**Task directions**
From the records below, return every line containing the word "function".

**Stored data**
=======

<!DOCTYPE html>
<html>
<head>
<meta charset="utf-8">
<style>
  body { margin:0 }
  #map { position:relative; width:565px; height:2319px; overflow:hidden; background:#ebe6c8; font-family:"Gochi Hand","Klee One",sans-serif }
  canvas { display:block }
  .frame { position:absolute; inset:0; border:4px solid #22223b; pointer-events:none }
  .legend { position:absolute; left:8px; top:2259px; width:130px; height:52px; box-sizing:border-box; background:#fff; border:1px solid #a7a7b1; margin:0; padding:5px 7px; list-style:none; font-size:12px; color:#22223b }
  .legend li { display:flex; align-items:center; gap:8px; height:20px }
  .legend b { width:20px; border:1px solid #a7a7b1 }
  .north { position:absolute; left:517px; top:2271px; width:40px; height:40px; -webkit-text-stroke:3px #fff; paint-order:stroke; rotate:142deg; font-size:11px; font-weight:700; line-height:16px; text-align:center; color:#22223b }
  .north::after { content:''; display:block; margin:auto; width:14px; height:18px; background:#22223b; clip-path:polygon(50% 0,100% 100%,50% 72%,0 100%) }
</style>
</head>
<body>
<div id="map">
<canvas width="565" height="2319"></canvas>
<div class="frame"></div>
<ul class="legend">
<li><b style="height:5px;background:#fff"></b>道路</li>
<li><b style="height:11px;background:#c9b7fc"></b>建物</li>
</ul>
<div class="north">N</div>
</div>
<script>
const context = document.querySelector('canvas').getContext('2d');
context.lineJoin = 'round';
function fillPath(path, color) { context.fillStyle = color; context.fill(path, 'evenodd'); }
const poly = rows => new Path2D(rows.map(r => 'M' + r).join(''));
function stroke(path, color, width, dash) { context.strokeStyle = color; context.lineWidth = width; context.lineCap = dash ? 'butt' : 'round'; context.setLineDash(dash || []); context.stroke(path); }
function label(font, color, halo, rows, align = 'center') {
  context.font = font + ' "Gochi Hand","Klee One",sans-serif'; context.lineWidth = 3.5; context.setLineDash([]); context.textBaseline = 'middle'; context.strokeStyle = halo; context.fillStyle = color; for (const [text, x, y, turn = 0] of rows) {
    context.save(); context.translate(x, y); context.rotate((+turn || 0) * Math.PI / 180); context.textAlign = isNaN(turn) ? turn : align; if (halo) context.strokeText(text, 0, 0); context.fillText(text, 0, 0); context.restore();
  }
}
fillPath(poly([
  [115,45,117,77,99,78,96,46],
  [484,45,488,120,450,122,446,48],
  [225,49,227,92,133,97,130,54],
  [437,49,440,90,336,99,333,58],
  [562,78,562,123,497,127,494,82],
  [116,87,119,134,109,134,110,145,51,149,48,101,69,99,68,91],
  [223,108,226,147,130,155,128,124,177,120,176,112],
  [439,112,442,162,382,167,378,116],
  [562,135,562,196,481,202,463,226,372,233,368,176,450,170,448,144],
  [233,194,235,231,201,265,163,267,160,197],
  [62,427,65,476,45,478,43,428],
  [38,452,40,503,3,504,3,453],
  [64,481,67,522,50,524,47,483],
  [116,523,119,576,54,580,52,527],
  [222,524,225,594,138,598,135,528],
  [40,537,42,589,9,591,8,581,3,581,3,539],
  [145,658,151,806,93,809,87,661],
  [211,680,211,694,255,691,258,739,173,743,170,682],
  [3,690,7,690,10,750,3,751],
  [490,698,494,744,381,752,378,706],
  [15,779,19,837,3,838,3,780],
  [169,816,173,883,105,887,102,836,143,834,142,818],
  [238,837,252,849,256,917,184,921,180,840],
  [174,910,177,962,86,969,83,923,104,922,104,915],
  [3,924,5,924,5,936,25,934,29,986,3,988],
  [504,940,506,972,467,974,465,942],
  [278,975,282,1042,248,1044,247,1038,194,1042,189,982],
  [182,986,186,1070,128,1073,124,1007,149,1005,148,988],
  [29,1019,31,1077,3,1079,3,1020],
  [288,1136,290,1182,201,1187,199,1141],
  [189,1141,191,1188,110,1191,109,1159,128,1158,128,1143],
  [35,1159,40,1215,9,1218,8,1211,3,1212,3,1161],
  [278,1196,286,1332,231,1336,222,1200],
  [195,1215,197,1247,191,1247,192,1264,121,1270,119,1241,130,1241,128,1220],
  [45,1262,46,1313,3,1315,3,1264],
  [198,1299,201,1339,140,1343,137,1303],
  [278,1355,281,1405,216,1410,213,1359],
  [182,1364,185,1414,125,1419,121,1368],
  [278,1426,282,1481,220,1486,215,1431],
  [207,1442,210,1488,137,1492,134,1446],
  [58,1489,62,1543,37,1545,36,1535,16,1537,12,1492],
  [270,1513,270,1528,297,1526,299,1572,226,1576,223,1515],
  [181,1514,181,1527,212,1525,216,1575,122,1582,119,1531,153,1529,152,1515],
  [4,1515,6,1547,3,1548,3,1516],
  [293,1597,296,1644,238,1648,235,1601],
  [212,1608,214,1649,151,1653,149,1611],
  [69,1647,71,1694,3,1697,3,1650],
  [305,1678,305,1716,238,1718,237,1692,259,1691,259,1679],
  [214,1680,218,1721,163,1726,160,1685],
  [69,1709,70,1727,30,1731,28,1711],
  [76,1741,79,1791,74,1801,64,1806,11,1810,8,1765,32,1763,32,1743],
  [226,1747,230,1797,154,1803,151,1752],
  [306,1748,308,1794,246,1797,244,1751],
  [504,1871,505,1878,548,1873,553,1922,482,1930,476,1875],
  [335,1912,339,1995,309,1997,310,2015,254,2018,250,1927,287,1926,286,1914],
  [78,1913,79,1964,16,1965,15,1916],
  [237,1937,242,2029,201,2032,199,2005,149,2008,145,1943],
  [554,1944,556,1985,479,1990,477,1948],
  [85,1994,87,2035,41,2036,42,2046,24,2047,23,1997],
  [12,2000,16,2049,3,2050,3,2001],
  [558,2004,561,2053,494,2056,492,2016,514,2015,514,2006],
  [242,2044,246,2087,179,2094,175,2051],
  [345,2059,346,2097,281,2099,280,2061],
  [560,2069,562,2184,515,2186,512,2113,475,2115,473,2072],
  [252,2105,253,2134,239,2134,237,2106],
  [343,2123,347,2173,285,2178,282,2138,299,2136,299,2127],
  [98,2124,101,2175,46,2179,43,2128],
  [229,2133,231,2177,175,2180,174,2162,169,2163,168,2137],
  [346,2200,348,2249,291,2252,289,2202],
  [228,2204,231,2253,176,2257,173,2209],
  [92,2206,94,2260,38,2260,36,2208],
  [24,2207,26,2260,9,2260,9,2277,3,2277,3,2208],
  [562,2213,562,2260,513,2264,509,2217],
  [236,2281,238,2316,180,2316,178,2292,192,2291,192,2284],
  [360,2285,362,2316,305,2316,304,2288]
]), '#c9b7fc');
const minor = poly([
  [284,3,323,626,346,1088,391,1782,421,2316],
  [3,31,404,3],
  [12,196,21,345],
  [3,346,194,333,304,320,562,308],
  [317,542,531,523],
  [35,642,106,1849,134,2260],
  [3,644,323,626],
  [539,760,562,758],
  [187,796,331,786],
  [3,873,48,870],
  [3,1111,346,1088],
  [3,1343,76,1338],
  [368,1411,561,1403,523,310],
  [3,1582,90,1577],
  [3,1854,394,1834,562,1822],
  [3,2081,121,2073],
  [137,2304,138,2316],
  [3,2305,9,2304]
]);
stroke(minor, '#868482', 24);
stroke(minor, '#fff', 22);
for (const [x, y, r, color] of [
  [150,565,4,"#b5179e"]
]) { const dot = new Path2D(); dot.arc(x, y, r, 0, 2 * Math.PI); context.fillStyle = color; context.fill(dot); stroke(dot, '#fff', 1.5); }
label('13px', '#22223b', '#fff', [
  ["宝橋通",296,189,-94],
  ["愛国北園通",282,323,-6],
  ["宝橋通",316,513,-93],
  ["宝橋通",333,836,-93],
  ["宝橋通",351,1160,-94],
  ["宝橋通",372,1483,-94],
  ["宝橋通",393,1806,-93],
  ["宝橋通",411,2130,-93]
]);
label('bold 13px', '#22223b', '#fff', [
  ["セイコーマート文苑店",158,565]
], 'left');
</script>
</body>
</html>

=======

**Solution to this task**
function fillPath(path, color) { context.fillStyle = color; context.fill(path, 'evenodd'); }
function stroke(path, color, width, dash) { context.strokeStyle = color; context.lineWidth = width; context.lineCap = dash ? 'butt' : 'round'; context.setLineDash(dash || []); context.stroke(path); }
function label(font, color, halo, rows, align = 'center') {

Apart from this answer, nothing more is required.